## Record excerpts
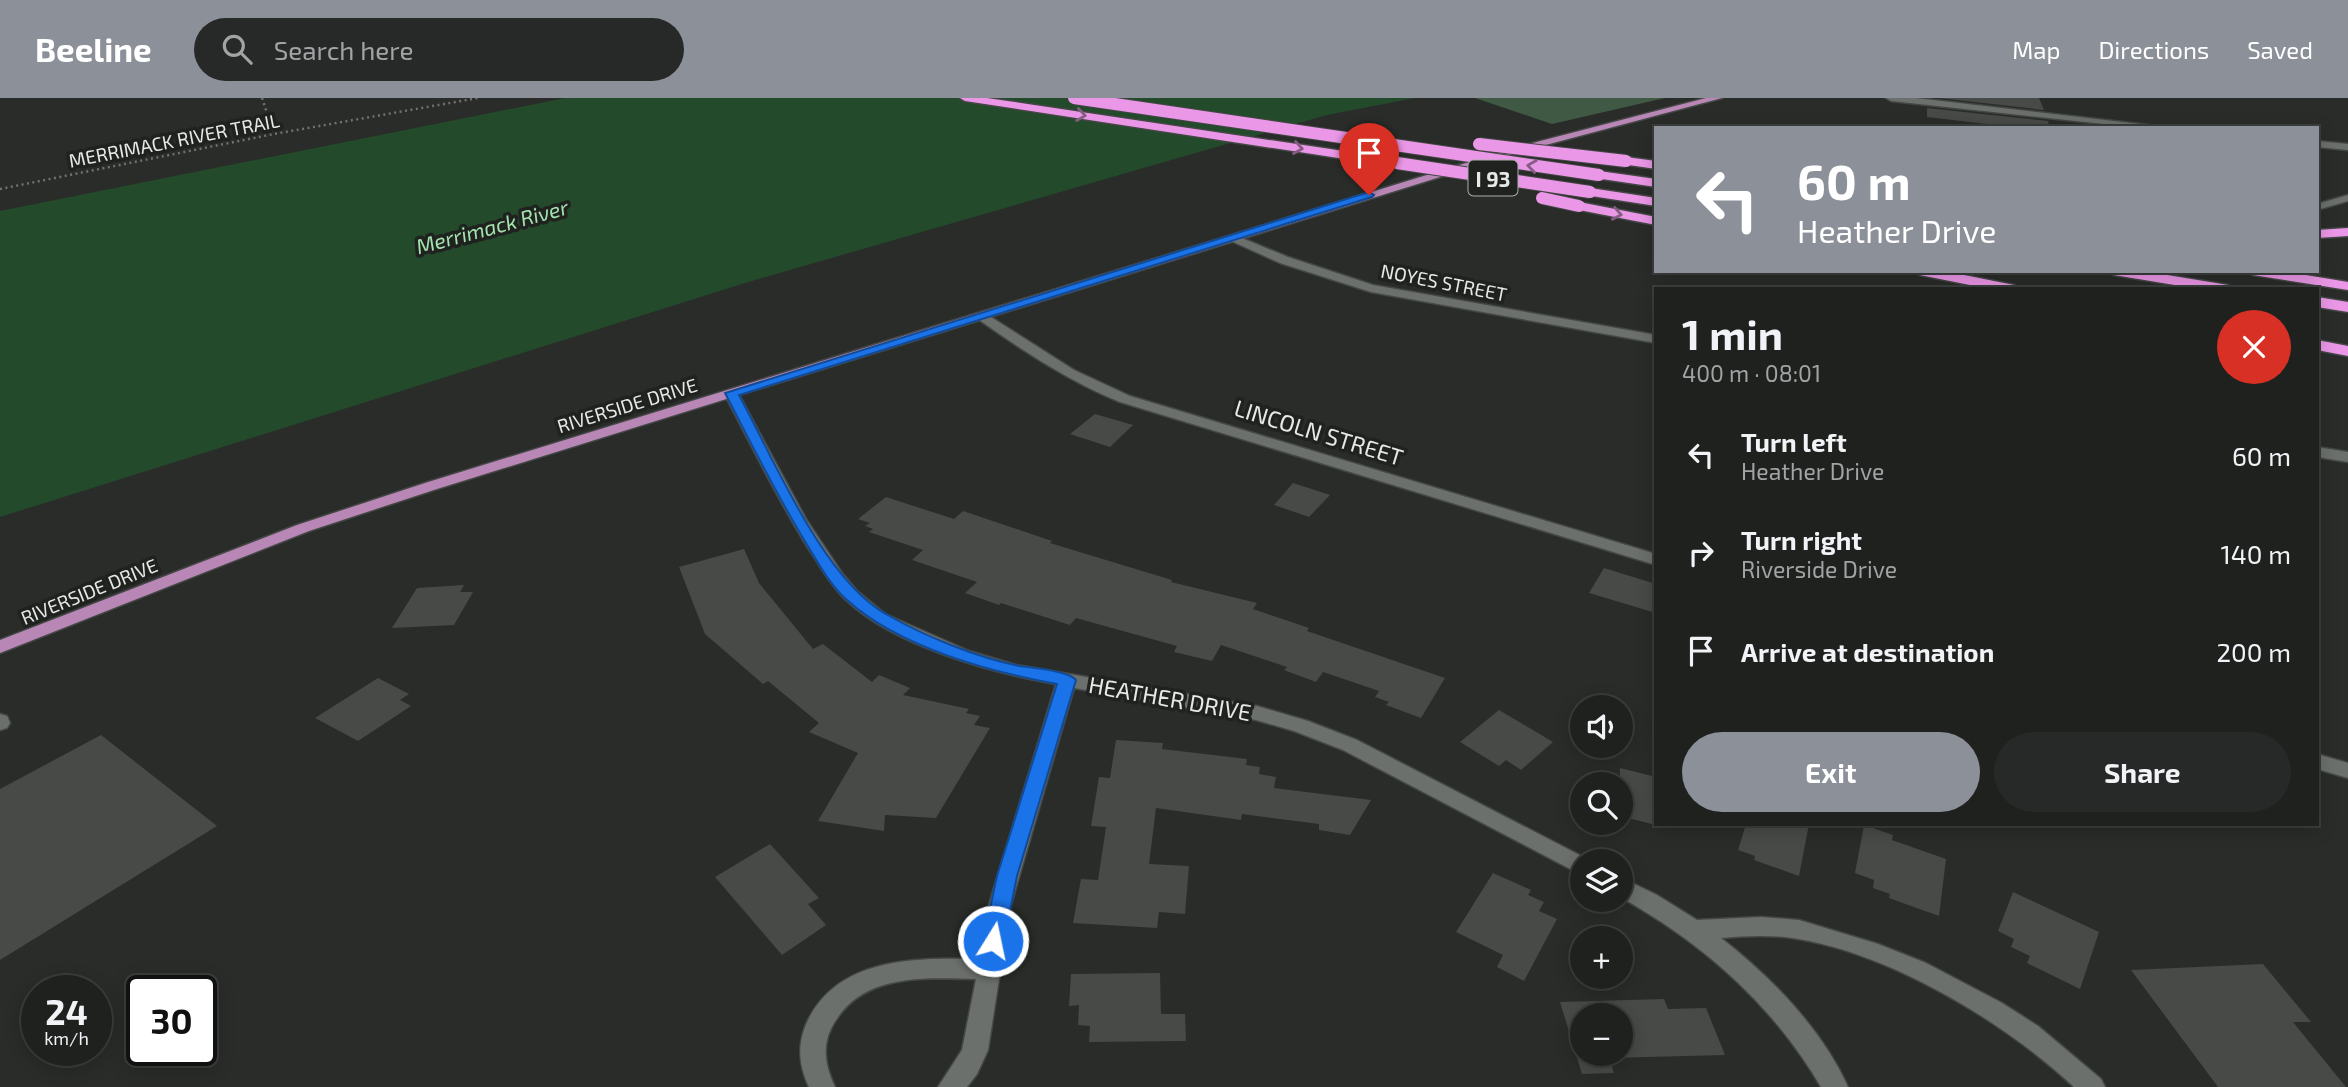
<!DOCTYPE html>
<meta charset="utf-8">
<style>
body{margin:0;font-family:"Exo 2",sans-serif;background:#272928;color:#f1f3f6;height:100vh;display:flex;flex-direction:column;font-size:26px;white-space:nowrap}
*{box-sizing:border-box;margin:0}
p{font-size:23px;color:#a1a3a4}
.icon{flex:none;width:38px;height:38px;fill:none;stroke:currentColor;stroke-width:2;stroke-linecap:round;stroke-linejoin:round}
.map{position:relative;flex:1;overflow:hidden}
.sheet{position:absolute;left:1654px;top:189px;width:665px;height:539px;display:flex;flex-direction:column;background:#1f211f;border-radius:0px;box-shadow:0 4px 18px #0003,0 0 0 2px #3c3e3d}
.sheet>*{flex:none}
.guide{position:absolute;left:1654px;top:28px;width:665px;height:147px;border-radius:0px;box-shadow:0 4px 18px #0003,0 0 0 2px #3c3e3d;background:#8c9099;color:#fff;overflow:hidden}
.controls{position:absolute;left:1570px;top:597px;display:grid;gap:14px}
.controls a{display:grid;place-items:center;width:63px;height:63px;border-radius:50%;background:#1f211f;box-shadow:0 4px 18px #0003,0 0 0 2px #3c3e3d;font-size:35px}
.speed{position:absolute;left:21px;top:877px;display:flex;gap:14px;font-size:35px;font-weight:700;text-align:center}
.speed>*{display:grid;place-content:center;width:91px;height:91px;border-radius:50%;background:#1f211f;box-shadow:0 4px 18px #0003,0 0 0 2px #3c3e3d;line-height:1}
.speed small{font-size:18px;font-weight:400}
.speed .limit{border:4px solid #111;border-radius:10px;background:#fff;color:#111}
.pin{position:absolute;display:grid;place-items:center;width:60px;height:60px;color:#fff;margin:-72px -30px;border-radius:50% 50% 50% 0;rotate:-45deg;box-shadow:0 0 7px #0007}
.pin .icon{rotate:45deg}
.me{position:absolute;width:77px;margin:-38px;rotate:10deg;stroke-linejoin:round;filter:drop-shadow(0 0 5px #0008)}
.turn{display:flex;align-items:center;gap:24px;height:147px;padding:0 28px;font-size:32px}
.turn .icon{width:91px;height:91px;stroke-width:2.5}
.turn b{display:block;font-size:49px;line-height:60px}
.round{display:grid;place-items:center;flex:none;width:74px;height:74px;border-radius:37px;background:#272928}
.head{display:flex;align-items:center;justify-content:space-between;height:119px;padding:0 28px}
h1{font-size:42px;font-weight:700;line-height:52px}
.action{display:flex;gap:14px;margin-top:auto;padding:14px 28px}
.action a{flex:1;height:80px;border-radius:42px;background:#8c9099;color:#fff;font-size:28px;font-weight:700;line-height:80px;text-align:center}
.action a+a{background:#272928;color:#f1f3f6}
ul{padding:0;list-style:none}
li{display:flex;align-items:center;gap:21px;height:98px;padding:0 28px}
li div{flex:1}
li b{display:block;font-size:26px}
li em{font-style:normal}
header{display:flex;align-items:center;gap:42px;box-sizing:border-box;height:98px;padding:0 35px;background:#8c9099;color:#fff}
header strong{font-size:33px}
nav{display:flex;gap:38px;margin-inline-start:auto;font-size:24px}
.search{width:490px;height:63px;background:#272928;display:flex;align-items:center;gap:18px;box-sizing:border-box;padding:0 24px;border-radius:38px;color:#a1a3a4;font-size:26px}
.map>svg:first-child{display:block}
.green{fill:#405944}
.water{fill:#244a2c}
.building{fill:#474a47;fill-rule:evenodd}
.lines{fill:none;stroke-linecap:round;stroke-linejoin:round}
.minor-casing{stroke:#444745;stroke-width:3}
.major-casing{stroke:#444745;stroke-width:3}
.highway-casing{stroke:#444745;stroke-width:3}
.path{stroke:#707270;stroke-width:2.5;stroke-dasharray:2 3.5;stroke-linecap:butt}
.minor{fill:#6c706d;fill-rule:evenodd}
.major{fill:#b887b6;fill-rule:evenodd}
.highway{fill:#eb97e7;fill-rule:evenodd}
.highway-bridge-casing{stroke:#444745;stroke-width:14;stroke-linecap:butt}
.highway-bridge{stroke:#eb97e7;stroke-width:12}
.oneway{stroke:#855c83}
.route{fill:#1a73e8;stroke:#114b97;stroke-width:2}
.labels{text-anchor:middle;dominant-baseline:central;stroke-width:7;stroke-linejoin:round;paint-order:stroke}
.far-street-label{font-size:19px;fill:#e7e9e7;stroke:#1f221f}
.shield{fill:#1f221f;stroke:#abadab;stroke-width:2}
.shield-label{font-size:21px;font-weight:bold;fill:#e7e9e7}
.far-water-label{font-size:21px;font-style:italic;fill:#a3e3ae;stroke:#1f221f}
.street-label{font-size:23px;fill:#e7e9e7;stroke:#1f221f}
</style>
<header>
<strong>Beeline</strong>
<div class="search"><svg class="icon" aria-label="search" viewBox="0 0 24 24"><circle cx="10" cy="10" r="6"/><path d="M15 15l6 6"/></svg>Search here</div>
<nav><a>Map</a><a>Directions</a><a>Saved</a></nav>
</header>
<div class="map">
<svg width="2348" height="989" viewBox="0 0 2348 989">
<rect width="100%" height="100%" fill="#292c29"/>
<polygon class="green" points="1475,0 1665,0 1552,26"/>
<polygon class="water" points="565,0 1415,0 1327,17 745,185 0,419 0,113"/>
<g class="building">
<polygon points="1939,0 2039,0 2044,12"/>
<polygon points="1927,10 2048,23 2050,30 2021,30 1927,19"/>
<polygon points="1095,316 1133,327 1110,349 1070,336"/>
<polygon points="1293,385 1330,397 1309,419 1274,407"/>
<polygon points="886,399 954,421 963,413 1052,443 1050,445 1172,482 1171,484 1257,505 1253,511 1309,530 1307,533 1445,580 1421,620 1386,607 1389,604 1375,599 1379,593 1323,574 1316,584 1284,572 1287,569 1221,547 1212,563 1174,554 1177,548 1076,520 1070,527 1001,505 999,507 965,495 977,484 912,462 923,452 869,434 873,431 865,428 870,425 858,421"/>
<polygon points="744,451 759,485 813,551 823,546 872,584 879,577 910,590 903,597 969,611 966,615 980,618 974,627 990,630 936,720 885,717 884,733 818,723 858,655 809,634 819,625 768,583 763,586 705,536 679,469"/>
<polygon points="1604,470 1656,486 1656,515 1589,495"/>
<polygon points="464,487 460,494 473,494 454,527 392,530 417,490"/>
<polygon points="378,580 409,596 400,602 411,608 358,643 315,620"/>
<polygon points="1499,612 1553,644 1521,672 1506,662 1499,668 1460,644"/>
<polygon points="101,637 217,728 0,862 0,691"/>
<polygon points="1116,642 1163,645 1162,651 1247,661 1246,667 1260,669 1259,676 1276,679 1274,690 1371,702 1350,737 1319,732 1319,726 1242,716 1241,722 1156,710 1149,766 1189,768 1185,816 1159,814 1157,830 1073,825 1081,781 1098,782 1106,729 1091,728 1099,679 1110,680"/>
<polygon points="1620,670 1656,679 1656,727 1620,718"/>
<polygon points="1746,726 1809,726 1799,778 1754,762 1755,758 1738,752"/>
<polygon points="1864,727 1893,737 1892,742 1946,761 1939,818 1889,800 1890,796 1873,790 1874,782 1855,775"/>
<polygon points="770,746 819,800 808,806 826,827 782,857 715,779"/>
<polygon points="1493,775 1531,792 1528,797 1544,804 1539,813 1557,821 1524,883 1497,869 1503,857 1456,834"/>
<polygon points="2013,794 2099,834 2080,891 2027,865 2030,858 2011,849 2014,841 1998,833"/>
<polygon points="2263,866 2311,924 2293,924 2346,989 2218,989 2131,872"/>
<polygon points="1160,875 1161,916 1185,916 1186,943 1089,944 1090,928 1078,927 1079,907 1069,908 1071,876"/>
<path d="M1664,901l4,10 38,-1 19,47 -116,3 5,15 -32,1 -22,-72zM1582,917h38v39h-38z"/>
</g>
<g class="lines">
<g class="minor-casing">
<g id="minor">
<polygon points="1886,0 1916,0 2174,30 2140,30 1891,3"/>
<polygon points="2317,43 2348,46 2348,52 2317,49"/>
<polygon points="2348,97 2348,103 2317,112 2317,106"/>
<polygon points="1229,138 1237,138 1288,159 1373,187 1656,237 1656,245 1371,194 1280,165 1229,142"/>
<path d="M983,214l91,58 56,26 526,158v11l-536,-163c-51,-21 -97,-51 -142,-83l-1,-3z"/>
<path d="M731,291l7,4 68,126 36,54 15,18 28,23 84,37 47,14 241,41 51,15 49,19 234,121h-9v13l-8,-3 -231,-121 -49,-19 -38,-11 -182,-32 -64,220 -22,142 -11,24 -10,13h-29l24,-37 14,-71c-49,-1 -110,-6 -140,41 -15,22 -12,44 -1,67h-26c-11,-23 -12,-44 -1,-67 32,-64 110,-62 171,-61l9,-51 68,-224c-64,-11 -162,-38 -210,-84 -16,-15 -26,-35 -38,-52 -31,-50 -57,-103 -84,-155z"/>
<polygon points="2317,349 2348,354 2348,364 2317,359"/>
<polygon points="0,616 7,618 10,625 7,630 0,632"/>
<polygon points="2317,656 2348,665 2348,680 2317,671"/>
<path d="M1620,779l37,18 40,25 64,-3 38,3 79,24 48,19 76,40 36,23 63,53 4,8h-31c-72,-67 -190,-138 -289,-150 -22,-2 -43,-1 -64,1 50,39 101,91 127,149h-27c-48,-82 -118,-144 -201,-190z"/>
</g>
</g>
<g class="major-casing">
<polygon id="major" points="1706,0 1722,0 1527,52 437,391 309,433 0,555 0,542 297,427 425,385 1521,48"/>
</g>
<g class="highway-casing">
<g id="highway">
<polygon points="960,0 987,0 1397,61 1403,65 1397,69 965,3"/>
<polygon points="1626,59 1656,63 1656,71 1622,66 1620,63"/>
<polygon points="1599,73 1656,81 1656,89 1595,80 1595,74"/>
<polygon points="1590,90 1656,100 1656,108 1585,97 1584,94"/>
<polygon points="1579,104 1656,119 1656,127 1574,111 1574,105"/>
<polygon points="2348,130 2348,138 2317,140 2317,132"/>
<polygon points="1913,173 1944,173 2014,187 2021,191 1990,191 1920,177"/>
<polygon points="2107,173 2143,173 2228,187 2235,191 2199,191 2114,177"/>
<polygon points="2246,173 2282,173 2348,184 2348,192 2253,177"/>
<polygon points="2317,199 2348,204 2348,214 2317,209"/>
<polygon points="2317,242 2348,248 2348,258 2317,252"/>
</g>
</g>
<g class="path">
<polyline points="262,0 274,36"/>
<polyline points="0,91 274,36 478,0"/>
</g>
<use href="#minor" class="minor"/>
<use href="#major" class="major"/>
<use href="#highway" class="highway"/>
<g class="highway-bridge-casing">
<g id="highway-bridge">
<polyline points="1074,0 1599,77"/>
<polyline points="1479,46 1626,63"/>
<polyline points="1397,65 1590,94"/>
<polyline points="1542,100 1579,108"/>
</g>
</g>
<use href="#highway-bridge" class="highway-bridge"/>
</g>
<defs><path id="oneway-chevron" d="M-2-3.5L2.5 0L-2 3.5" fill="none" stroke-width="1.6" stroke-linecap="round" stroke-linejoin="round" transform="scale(1.75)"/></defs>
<g class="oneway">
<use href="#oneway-chevron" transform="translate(1081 17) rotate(8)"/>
<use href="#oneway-chevron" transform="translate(1298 50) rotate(9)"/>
<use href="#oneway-chevron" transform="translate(1532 68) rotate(-172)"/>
<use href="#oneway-chevron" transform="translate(1617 116) rotate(11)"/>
</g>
<path class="route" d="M1369,94l5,3 -2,2 -633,198c34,63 85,185 147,219 38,22 92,44 134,52 13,2 49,5 56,14l-59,196 -13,65 -3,6 -8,3 -7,-3 -3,-6 14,-65 60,-192c-67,-12 -158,-37 -210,-84 -16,-14 -27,-34 -38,-52 -31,-50 -57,-103 -84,-155z"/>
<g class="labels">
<g class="far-street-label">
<text transform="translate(174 42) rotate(-11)">MERRIMACK RIVER TRAIL</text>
<text transform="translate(1444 184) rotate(11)">NOYES STREET</text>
<text transform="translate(627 307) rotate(-17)">RIVERSIDE DRIVE</text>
<text transform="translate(89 493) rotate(-22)">RIVERSIDE DRIVE</text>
</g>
<rect class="shield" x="1468.5" y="62.5" width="49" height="35" rx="5"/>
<g class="shield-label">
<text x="1493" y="80">I 93</text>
</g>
<g class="far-water-label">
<text transform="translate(492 128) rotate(-15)">Merrimack River</text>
</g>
<g class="street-label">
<text transform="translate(1319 334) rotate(17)">LINCOLN STREET</text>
<text transform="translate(1170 600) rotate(10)">HEATHER DRIVE</text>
</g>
</g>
</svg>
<div class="controls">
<a><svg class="icon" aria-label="sound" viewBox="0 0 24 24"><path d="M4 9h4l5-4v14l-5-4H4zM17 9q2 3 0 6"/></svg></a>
<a><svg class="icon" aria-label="search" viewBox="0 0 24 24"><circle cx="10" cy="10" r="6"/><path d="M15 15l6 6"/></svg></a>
<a><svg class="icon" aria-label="layers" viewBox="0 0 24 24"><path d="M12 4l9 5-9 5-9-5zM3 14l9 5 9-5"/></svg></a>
<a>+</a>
<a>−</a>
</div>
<div class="speed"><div>24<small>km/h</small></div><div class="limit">30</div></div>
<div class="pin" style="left:1369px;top:97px;background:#d93025"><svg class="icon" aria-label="arrive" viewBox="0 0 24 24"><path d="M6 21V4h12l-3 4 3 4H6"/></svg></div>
<svg class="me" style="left:993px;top:843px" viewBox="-20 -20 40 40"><circle r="17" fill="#1a73e8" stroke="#fff" stroke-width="3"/><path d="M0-11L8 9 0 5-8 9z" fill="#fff"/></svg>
<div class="guide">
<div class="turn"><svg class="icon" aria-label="left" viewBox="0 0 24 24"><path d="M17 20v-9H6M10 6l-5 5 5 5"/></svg><div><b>60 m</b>Heather Drive</div></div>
</div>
<section class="sheet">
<div class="head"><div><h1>1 min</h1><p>400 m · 08:01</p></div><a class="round" style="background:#d93025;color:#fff"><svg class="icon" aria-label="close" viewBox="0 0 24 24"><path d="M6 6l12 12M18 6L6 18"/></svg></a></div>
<ul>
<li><svg class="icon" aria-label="left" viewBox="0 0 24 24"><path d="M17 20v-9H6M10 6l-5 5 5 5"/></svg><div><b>Turn left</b><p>Heather Drive</p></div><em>60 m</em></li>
<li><svg class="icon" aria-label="right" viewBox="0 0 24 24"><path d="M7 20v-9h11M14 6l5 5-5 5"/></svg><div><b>Turn right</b><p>Riverside Drive</p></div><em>140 m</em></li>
<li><svg class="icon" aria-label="arrive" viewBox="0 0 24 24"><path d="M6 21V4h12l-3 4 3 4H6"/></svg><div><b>Arrive at destination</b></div><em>200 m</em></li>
</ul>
<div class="action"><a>Exit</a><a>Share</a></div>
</section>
</div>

## What the exercise asks
Could you show every line of the listing that holds the string "speed"?

## Response box
.speed{position:absolute;left:21px;top:877px;display:flex;gap:14px;font-size:35px;font-weight:700;text-align:center}
.speed>*{display:grid;place-content:center;width:91px;height:91px;border-radius:50%;background:#1f211f;box-shadow:0 4px 18px #0003,0 0 0 2px #3c3e3d;line-height:1}
.speed small{font-size:18px;font-weight:400}
.speed .limit{border:4px solid #111;border-radius:10px;background:#fff;color:#111}
<div class="speed"><div>24<small>km/h</small></div><div class="limit">30</div></div>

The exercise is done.